Marlowe was a university man so he had the elite on his side. But his plays now are seldom acted because they don’t have the same appeal. Plus, Shakes lived so much longer than Kit M, and wrote so much more. No one had the range and scope of Shakes. And I think his contemporaries were aware of that. Shakes was surrounded by fine writers as they pretty much invented English. No one works in a vacuum and I’m sure that the competition between the companies spurred them all on. He wasn’t alone. Other writers were creating characters who could think and act and change. Like them, Shakes wrote for a specific company of actors working in a particular theatre. After the theatres re-opened everything was different. But his plays held the stage. Or some of them did. R&J, The Dream (Pepys complained bitterly about having to go and watch it). Othello. Not always in his version but his work is so compendious it can survive all kinds of treatment. I don’t think he was a Victorian invention at all. Actors have always loved him and regarded his great ones as the yardstick by which they are measured; Richard 3, 2, Hamlet, Mercutio, Portia, Lady M, etc. And that simply can’t happen unless the characters have a subconscious life. Not perhaps in the Freudian sense, but it’s there. The moment in Hamlet when he has the opportunity to kill Claudius, for example, and chooses not to is one of extraordinary complexity. What Hamlet says he’s doing is only a clue to what’s going on. The fact that it is open to interpretation – even though that interpretation might bewilder the author – is a testament to his talent. Artists have always done that. That’s what they do. They make us understand what it is to be human.

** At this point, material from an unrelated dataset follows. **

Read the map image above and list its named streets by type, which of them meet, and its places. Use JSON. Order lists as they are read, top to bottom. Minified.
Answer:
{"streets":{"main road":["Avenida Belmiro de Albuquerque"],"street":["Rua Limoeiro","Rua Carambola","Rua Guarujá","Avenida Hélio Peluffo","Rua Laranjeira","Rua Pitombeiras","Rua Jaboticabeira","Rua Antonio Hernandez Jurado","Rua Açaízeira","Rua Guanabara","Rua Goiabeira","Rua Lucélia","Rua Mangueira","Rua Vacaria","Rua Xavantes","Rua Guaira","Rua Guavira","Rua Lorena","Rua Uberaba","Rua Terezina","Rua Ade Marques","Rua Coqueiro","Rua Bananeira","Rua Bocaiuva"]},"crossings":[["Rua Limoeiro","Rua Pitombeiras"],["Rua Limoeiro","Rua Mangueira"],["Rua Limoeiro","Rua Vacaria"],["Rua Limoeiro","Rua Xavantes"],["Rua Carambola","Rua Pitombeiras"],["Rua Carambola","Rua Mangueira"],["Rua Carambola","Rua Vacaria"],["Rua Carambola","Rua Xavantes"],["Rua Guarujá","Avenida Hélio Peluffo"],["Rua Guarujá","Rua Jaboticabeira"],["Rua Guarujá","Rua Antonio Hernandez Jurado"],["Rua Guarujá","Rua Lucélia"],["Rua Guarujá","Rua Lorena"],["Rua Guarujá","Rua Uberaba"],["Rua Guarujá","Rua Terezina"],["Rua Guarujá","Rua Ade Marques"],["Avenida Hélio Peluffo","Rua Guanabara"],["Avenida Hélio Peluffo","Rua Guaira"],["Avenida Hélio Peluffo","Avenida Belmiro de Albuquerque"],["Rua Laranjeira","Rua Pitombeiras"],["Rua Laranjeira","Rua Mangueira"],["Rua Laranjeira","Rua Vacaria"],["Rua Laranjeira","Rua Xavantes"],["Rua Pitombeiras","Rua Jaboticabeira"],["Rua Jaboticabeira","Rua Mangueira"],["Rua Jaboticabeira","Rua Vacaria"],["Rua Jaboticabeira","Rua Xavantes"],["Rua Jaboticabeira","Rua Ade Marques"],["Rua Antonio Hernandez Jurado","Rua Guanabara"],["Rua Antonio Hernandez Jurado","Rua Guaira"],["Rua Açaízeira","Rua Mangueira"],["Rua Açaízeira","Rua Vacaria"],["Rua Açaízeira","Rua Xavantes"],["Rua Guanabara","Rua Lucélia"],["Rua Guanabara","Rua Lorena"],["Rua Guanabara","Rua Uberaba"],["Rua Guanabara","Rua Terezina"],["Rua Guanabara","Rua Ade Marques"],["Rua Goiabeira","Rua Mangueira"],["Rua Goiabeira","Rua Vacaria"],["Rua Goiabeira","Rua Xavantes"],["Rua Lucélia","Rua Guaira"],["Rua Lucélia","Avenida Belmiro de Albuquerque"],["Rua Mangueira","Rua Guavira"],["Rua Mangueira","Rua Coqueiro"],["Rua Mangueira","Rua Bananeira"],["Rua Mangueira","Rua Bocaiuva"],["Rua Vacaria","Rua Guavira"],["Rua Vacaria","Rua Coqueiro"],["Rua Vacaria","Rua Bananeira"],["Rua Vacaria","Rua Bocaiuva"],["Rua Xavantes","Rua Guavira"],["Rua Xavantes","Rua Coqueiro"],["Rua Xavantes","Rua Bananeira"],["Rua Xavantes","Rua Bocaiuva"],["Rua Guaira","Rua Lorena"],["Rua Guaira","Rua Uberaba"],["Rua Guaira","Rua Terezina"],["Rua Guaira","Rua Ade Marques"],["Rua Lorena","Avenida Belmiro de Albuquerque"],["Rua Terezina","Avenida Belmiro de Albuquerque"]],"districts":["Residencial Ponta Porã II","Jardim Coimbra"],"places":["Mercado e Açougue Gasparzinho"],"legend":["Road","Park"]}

And I think that was true throughout our history though it is expressed in different ways in different times. The satire of Quixote has been entirely beached by time but the human story lives on. It’s not a particularly easy book but what lasts is its vision of a man living in his own world trying to impose that world on the real world that surounds him. I daresay that wasn’t the author’s intention but we must allow the writer to have a subconscious too.

I don’t think it’s far-fetched at all about Illiad. The war in heaven is acted out by mortals because the gods are not permitted to kill each other. So the warriors find themselves caught up in a struggle that has no logical reason for being – they all know that Helen’s abduction is a poor reason to die – but they are powerless to stop. so when Ajax meets Whoever, Athena and Poseidon are there by their side. And its the antagonism between the gods that the mortals act out and die for. I find it a very compelling poetic dramatization of an interior world. Was it his intention (if it was a him writing)? Of course not. His talent enriched the old story.

And pardon me, but I thought we homos didn’t exist till 1876. (Is that the date the word was coined? It coincides with the opening of the Goodspeed Opera House. I’m not saying that queerdom began there but it’s a hell of a coincidence, don’t you think?) You think there are any homos in Shakes? I don’t. But then, you were writing in an academic setting. So it’s different.

@Benedick:
I’m haunted memories of English Lit.

It will take me a while to work my way through your essay. When you speak of drama, my head reels and makes me realize I have lot to learn if I want to get my head around ritting fikshun.

@Benedick: @Tommmcatt the Wet Sprocket: OK, I for one am fascinated by this discussion, and wish I were more qualified to participate. It’s like seeing a “Letters to the Editor” argument in the MLA journal happen in compressed time.
Tommcatt, I’m a little unsure of how you’re defining internal vs.external world, and awareness of self, but I do have a question. Thomas Kyd, a contemporary of Shakespeare’s, uses the device of feigned madness in his play, written around 1580, The Spanish Tragedy, or Hieronimo is Mad Againe. Doesn’t feigning madness, in order to manipulate others, require some degree of self awareness or compartmentalization? Apologies if I have completely misunderstood your argument; my work on a master’s in lit derailed when I realized I really just wanted to read the books. More than one prof has called me superficial.
@Benedick: I find the actor’s point of view extremely interesting; it’s something that was missing from — and would have greatly added to — my classes in Shakespearean and Greek drama. I wish high schools, in particular, would bring in actors to talk to their classes about the plays they are studying. As it is, kids are lucky if they get to see a film of the play, much less get to see it performed live.

@Mistress Cynica: I know nothing about the Greeks. Never acted them and don’t feel much connection. The Elizabethans are, of course, the foundation on which English theatre is built with Shakes looming large. Though we don’t have an unbroken line to him as the French do with Moliere, I feel pretty sure that some spendthrift lout was making the same gesture on “chink to see through with mine eye,” while playing Thisbe as was done in the most recent incarnation of the Dream at the RSC. Which I, for one, find comforting. In my younger, hunky days I was never much good at being noble. It makes me self-conscious and my ears go red which makes me giggle. I was once spectacularly bad as Lorenzo in Merchant. I would get helpless with laughter when I was supposed to fall asleep and make poor Jessica bounce up and down on my chest.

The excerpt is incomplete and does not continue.